## What is needed
The answer must be every line of the records below that holds the word "strokeStyle".

## Record set
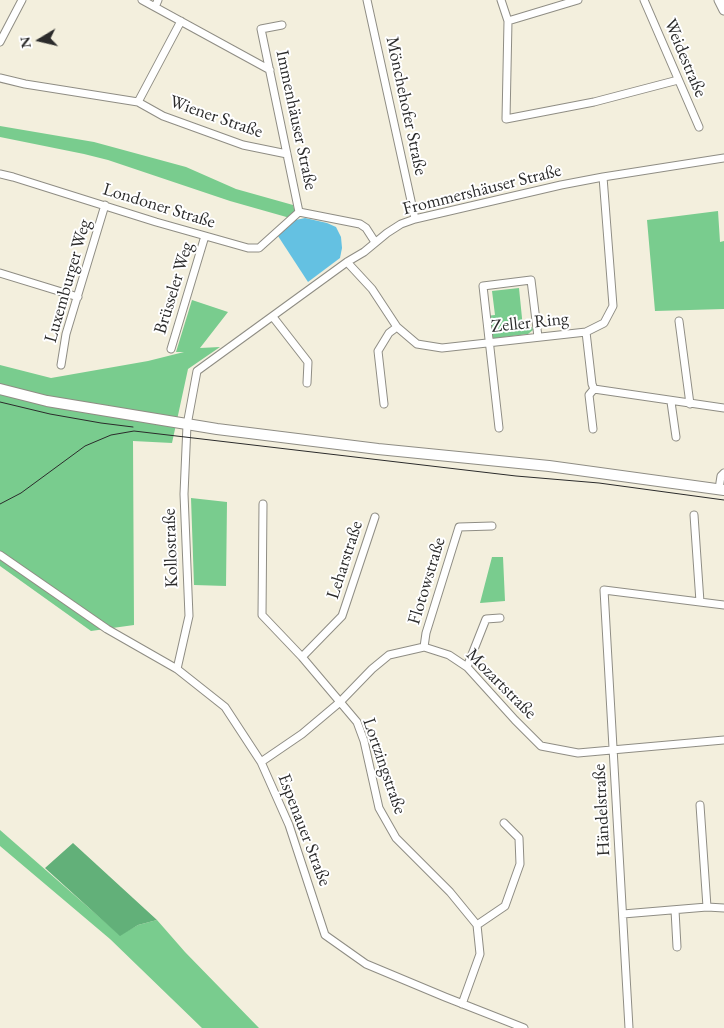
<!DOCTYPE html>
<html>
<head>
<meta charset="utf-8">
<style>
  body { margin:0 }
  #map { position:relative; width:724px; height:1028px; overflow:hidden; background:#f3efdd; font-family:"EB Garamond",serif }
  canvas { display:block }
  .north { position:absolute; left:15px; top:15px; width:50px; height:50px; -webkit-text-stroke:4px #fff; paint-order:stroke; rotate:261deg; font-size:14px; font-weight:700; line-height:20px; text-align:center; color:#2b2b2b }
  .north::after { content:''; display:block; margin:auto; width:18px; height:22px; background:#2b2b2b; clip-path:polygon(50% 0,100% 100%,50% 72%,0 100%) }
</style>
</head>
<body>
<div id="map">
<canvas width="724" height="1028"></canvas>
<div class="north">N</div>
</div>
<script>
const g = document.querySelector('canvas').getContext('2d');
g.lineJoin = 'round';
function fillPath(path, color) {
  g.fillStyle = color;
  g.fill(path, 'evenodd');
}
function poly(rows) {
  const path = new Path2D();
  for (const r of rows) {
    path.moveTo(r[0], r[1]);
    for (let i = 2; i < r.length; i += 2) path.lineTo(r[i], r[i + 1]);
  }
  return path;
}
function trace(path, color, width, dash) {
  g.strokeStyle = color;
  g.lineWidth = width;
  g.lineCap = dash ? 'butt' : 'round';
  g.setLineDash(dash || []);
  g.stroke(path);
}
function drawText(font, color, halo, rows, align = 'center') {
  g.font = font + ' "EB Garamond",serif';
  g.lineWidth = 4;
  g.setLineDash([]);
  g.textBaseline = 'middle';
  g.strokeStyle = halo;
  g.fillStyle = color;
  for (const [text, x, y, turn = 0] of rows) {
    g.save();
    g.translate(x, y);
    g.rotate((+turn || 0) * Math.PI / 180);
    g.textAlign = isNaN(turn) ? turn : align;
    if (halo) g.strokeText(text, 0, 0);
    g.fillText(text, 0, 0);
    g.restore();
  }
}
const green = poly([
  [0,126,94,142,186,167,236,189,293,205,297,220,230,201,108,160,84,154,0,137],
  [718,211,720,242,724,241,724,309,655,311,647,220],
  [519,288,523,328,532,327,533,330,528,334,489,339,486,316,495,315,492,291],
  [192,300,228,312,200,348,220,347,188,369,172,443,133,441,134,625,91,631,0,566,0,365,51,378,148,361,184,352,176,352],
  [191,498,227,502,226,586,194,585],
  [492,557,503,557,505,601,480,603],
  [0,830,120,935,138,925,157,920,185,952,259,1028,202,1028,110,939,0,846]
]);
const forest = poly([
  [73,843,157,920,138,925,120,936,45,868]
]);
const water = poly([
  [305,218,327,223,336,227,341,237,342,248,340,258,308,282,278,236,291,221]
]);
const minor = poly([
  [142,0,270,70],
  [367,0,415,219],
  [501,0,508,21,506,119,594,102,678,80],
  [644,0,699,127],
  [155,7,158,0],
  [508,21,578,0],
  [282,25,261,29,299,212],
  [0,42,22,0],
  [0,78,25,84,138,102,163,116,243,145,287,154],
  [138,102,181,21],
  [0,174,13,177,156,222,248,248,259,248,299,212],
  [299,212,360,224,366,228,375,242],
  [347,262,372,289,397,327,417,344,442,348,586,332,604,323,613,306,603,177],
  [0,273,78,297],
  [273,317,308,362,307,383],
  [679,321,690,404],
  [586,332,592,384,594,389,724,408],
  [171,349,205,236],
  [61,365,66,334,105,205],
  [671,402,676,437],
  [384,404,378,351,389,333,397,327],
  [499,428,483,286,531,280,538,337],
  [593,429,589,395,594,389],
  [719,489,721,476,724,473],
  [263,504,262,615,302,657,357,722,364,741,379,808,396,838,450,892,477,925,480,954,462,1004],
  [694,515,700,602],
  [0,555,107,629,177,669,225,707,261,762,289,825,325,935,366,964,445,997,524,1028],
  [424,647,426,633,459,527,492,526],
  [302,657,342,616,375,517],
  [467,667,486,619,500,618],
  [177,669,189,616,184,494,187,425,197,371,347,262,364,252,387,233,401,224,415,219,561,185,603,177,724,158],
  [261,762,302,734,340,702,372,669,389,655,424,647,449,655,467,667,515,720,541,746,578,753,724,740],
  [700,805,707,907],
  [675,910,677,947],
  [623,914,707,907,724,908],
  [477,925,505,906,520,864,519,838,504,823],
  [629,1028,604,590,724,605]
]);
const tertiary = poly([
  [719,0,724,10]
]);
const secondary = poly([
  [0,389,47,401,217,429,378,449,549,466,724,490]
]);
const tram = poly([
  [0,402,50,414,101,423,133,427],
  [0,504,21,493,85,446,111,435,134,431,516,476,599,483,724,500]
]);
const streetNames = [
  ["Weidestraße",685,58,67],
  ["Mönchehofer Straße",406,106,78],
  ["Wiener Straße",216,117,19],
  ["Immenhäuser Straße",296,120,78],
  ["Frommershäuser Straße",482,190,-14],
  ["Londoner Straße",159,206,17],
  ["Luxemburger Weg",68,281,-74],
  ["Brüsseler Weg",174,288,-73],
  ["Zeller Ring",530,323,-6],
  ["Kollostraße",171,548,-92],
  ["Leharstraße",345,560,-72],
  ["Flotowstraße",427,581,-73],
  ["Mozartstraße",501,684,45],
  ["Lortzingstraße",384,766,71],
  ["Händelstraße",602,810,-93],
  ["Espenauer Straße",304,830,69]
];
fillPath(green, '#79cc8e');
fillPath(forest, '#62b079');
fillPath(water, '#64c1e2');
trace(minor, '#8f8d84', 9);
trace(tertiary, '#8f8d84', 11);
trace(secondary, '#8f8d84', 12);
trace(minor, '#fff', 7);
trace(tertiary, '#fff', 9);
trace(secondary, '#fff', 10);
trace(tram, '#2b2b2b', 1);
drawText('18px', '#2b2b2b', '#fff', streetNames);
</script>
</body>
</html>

## Reply
  g.strokeStyle = color;
  g.strokeStyle = halo;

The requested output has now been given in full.